◆ REQUIRED ACTION:
Copy all of the records below verbatim.

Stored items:

------------------------

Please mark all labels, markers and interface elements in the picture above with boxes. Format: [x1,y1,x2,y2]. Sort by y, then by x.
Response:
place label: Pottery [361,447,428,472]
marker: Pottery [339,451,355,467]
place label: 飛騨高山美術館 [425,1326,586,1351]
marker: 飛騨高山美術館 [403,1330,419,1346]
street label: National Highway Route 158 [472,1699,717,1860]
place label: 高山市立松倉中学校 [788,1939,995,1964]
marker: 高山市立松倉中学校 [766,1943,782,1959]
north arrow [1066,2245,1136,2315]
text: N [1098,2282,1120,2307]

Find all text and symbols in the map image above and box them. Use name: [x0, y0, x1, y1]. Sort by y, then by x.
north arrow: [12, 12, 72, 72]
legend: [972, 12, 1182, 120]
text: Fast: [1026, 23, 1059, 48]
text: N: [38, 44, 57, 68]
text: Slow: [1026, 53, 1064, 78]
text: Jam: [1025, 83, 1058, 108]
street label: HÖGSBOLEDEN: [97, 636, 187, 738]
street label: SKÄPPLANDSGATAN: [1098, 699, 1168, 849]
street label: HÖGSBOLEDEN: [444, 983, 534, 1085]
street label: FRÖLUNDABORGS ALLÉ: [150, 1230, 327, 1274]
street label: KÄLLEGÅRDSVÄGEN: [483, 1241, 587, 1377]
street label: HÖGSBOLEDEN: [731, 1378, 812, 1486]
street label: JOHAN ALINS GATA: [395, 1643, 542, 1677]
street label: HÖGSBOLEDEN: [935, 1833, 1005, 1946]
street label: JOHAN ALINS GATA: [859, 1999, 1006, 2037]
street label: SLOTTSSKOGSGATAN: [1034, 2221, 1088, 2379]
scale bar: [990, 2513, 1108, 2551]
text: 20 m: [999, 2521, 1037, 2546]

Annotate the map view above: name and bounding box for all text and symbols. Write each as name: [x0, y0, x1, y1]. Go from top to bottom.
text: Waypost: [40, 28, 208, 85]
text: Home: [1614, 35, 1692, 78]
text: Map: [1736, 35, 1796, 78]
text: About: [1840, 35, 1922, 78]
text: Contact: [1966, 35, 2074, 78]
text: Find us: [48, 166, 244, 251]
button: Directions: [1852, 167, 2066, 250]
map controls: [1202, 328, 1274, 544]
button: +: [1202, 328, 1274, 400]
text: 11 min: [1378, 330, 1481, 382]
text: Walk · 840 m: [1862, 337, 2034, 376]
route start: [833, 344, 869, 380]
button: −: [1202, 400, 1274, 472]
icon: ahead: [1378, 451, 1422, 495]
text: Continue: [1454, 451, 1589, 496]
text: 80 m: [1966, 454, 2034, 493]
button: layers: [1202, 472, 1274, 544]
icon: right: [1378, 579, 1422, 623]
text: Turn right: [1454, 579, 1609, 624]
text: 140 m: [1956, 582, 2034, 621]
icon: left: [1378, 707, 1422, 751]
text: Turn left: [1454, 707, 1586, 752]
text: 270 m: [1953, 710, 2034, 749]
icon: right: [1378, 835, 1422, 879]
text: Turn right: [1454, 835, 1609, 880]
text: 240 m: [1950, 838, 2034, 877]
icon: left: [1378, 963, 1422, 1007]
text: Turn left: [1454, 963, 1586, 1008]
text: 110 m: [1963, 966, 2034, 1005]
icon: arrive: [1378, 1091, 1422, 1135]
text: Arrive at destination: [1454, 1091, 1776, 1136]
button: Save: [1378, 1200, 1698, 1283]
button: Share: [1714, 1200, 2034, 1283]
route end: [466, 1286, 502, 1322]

------------------------

◆ OUTPUT:
Please mark all labels, markers and interface elements in the picture above with boxes. Format: [x1,y1,x2,y2]. Sort by y, then by x.
Response:
place label: Pottery [361,447,428,472]
marker: Pottery [339,451,355,467]
place label: 飛騨高山美術館 [425,1326,586,1351]
marker: 飛騨高山美術館 [403,1330,419,1346]
street label: National Highway Route 158 [472,1699,717,1860]
place label: 高山市立松倉中学校 [788,1939,995,1964]
marker: 高山市立松倉中学校 [766,1943,782,1959]
north arrow [1066,2245,1136,2315]
text: N [1098,2282,1120,2307]

Find all text and symbols in the map image above and box them. Use name: [x0, y0, x1, y1]. Sort by y, then by x.
north arrow: [12, 12, 72, 72]
legend: [972, 12, 1182, 120]
text: Fast: [1026, 23, 1059, 48]
text: N: [38, 44, 57, 68]
text: Slow: [1026, 53, 1064, 78]
text: Jam: [1025, 83, 1058, 108]
street label: HÖGSBOLEDEN: [97, 636, 187, 738]
street label: SKÄPPLANDSGATAN: [1098, 699, 1168, 849]
street label: HÖGSBOLEDEN: [444, 983, 534, 1085]
street label: FRÖLUNDABORGS ALLÉ: [150, 1230, 327, 1274]
street label: KÄLLEGÅRDSVÄGEN: [483, 1241, 587, 1377]
street label: HÖGSBOLEDEN: [731, 1378, 812, 1486]
street label: JOHAN ALINS GATA: [395, 1643, 542, 1677]
street label: HÖGSBOLEDEN: [935, 1833, 1005, 1946]
street label: JOHAN ALINS GATA: [859, 1999, 1006, 2037]
street label: SLOTTSSKOGSGATAN: [1034, 2221, 1088, 2379]
scale bar: [990, 2513, 1108, 2551]
text: 20 m: [999, 2521, 1037, 2546]

Annotate the map view above: name and bounding box for all text and symbols. Write each as name: [x0, y0, x1, y1]. Go from top to bottom.
text: Waypost: [40, 28, 208, 85]
text: Home: [1614, 35, 1692, 78]
text: Map: [1736, 35, 1796, 78]
text: About: [1840, 35, 1922, 78]
text: Contact: [1966, 35, 2074, 78]
text: Find us: [48, 166, 244, 251]
button: Directions: [1852, 167, 2066, 250]
map controls: [1202, 328, 1274, 544]
button: +: [1202, 328, 1274, 400]
text: 11 min: [1378, 330, 1481, 382]
text: Walk · 840 m: [1862, 337, 2034, 376]
route start: [833, 344, 869, 380]
button: −: [1202, 400, 1274, 472]
icon: ahead: [1378, 451, 1422, 495]
text: Continue: [1454, 451, 1589, 496]
text: 80 m: [1966, 454, 2034, 493]
button: layers: [1202, 472, 1274, 544]
icon: right: [1378, 579, 1422, 623]
text: Turn right: [1454, 579, 1609, 624]
text: 140 m: [1956, 582, 2034, 621]
icon: left: [1378, 707, 1422, 751]
text: Turn left: [1454, 707, 1586, 752]
text: 270 m: [1953, 710, 2034, 749]
icon: right: [1378, 835, 1422, 879]
text: Turn right: [1454, 835, 1609, 880]
text: 240 m: [1950, 838, 2034, 877]
icon: left: [1378, 963, 1422, 1007]
text: Turn left: [1454, 963, 1586, 1008]
text: 110 m: [1963, 966, 2034, 1005]
icon: arrive: [1378, 1091, 1422, 1135]
text: Arrive at destination: [1454, 1091, 1776, 1136]
button: Save: [1378, 1200, 1698, 1283]
button: Share: [1714, 1200, 2034, 1283]
route end: [466, 1286, 502, 1322]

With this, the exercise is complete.